THEORETICAL-ANALYSIS OF PURE EFFECTS OF STRAIN AND QUANTUM CONFINEMENT ON DIFFERENTIAL GAIN IN INGAASP/INP STRAINED-LAYER QUANTUM-WELL LASERS

The pure effects of both strain and quantum confinement on differential gain of InGaAsP/InP strained-layer quantum-well lasers (SL-QWL's) are studied on the basis of valence band structures calculated by k-p theory. Using an InGaAsP quaternary compound as an active layer makes it possible to distinguish the effect of strain (both tensile and compressive) from the quantum-confinement effect when keeping the emission wavelength constant.

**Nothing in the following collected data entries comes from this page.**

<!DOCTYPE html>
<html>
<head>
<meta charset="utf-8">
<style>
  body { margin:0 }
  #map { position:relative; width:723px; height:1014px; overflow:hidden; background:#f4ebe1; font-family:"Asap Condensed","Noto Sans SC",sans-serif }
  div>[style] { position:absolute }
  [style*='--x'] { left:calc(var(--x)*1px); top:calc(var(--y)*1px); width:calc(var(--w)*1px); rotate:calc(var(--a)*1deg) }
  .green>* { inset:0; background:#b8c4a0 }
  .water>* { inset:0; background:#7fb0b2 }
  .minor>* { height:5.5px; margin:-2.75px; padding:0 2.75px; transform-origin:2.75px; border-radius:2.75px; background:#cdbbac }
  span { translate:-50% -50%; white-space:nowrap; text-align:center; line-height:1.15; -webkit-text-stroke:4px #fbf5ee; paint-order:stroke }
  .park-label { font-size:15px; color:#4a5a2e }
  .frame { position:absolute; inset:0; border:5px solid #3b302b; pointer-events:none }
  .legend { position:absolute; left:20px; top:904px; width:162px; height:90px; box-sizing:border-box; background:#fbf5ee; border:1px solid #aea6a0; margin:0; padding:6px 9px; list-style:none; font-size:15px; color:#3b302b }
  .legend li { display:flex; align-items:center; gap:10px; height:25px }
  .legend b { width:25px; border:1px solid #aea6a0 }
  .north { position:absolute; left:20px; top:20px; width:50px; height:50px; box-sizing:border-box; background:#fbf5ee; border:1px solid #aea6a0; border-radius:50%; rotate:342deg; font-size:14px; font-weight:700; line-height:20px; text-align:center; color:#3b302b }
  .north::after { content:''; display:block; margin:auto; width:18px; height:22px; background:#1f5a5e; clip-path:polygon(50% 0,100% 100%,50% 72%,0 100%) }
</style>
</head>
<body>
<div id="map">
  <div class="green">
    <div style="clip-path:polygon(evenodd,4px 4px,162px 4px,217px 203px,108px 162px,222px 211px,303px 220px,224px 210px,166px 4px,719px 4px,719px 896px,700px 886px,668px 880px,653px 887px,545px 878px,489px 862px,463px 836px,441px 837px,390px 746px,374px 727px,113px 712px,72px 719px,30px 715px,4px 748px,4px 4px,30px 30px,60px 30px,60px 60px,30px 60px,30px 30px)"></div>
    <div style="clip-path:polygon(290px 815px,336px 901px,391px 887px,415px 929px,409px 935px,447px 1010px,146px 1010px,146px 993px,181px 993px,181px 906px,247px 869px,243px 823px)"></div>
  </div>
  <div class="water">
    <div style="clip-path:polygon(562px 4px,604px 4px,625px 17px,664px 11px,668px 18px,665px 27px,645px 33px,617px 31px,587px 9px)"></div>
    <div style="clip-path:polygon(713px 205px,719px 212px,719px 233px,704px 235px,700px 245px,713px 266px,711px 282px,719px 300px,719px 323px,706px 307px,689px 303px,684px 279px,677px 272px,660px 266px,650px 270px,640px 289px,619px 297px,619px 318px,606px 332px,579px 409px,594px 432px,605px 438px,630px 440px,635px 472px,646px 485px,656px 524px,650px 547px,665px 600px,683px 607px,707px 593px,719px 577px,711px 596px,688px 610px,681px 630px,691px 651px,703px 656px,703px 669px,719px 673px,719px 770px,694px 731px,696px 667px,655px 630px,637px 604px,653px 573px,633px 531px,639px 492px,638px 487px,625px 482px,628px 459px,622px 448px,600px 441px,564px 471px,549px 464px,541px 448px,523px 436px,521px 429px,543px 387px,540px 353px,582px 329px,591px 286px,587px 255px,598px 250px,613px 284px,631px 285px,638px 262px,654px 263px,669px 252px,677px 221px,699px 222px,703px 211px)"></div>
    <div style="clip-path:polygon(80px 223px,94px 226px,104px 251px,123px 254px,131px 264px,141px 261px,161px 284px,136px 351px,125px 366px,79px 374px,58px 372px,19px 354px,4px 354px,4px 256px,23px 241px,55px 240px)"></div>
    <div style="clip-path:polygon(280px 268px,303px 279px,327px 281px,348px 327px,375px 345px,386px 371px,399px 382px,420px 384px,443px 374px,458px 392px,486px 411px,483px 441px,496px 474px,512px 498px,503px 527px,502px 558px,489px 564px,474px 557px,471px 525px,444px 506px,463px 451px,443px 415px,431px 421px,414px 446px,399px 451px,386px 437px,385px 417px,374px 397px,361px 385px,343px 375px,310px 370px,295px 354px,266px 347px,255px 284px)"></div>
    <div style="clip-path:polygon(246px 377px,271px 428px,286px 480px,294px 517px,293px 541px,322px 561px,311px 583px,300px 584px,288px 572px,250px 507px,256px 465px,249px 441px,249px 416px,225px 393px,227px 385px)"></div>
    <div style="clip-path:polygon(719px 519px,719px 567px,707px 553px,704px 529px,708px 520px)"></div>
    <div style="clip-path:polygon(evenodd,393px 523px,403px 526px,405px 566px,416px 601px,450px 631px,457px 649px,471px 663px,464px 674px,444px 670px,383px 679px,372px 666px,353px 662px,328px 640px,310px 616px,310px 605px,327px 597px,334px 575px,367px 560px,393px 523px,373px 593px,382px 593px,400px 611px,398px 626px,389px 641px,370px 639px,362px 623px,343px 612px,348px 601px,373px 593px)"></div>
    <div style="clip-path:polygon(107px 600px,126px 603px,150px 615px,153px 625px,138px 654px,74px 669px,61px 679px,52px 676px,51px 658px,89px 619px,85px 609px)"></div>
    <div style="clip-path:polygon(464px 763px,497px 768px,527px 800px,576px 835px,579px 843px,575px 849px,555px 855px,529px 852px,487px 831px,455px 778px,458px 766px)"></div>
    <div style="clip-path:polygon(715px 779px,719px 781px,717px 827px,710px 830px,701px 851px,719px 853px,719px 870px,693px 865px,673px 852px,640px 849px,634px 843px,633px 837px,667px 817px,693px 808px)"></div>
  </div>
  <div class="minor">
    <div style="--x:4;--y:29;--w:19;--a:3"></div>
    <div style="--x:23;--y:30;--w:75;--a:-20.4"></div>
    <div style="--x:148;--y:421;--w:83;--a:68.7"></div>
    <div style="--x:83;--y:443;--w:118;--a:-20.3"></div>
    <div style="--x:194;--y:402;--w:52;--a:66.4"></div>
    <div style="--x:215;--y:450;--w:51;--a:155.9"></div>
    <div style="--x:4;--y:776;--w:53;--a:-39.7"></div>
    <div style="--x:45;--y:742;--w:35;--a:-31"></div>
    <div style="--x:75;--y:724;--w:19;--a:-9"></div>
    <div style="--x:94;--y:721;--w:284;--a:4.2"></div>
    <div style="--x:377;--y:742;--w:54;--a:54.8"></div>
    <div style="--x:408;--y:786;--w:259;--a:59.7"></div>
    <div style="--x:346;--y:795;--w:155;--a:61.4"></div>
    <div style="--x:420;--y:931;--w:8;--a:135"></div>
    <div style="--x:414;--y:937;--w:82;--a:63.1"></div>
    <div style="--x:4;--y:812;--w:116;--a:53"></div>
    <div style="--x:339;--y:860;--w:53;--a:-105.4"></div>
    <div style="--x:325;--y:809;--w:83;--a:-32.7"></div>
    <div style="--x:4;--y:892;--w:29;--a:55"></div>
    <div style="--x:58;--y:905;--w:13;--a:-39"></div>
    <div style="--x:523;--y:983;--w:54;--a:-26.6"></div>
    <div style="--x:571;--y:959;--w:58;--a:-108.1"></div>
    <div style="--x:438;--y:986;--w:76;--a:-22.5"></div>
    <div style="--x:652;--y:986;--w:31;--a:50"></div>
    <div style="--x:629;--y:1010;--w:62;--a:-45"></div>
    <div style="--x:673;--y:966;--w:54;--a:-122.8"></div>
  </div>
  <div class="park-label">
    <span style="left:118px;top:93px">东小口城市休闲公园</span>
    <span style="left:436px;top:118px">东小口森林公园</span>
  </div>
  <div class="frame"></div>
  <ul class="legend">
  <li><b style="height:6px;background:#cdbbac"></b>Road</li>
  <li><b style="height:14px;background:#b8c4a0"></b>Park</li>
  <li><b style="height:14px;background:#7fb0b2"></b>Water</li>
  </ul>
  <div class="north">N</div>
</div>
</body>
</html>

The essential features of strain-induced changes in the valence band structures are extracted from the k . p results by four characterization parameters: the averaged density of states (DOS), the subband energy spacings, the joint density of electron and hole states, and the squared optical matrix elements. Each of them is then directly correlated to differential gain in SL-QWL's. In tensile-strained quantum wells, all of these factors are significantly improved compared with unstrained wells, while only the averaged DOS is improved in compressive-strained wells. Due to these characteristic features, it is concluded that the intrinsic potential of tensile-strained QWL's for improving differential gain is twice as high as that of compressive-strained ones. On the basis of the essential features of the strain-induced changes in valence band structures, we also discuss basic design principles for SL-QWL's with larger differential pin.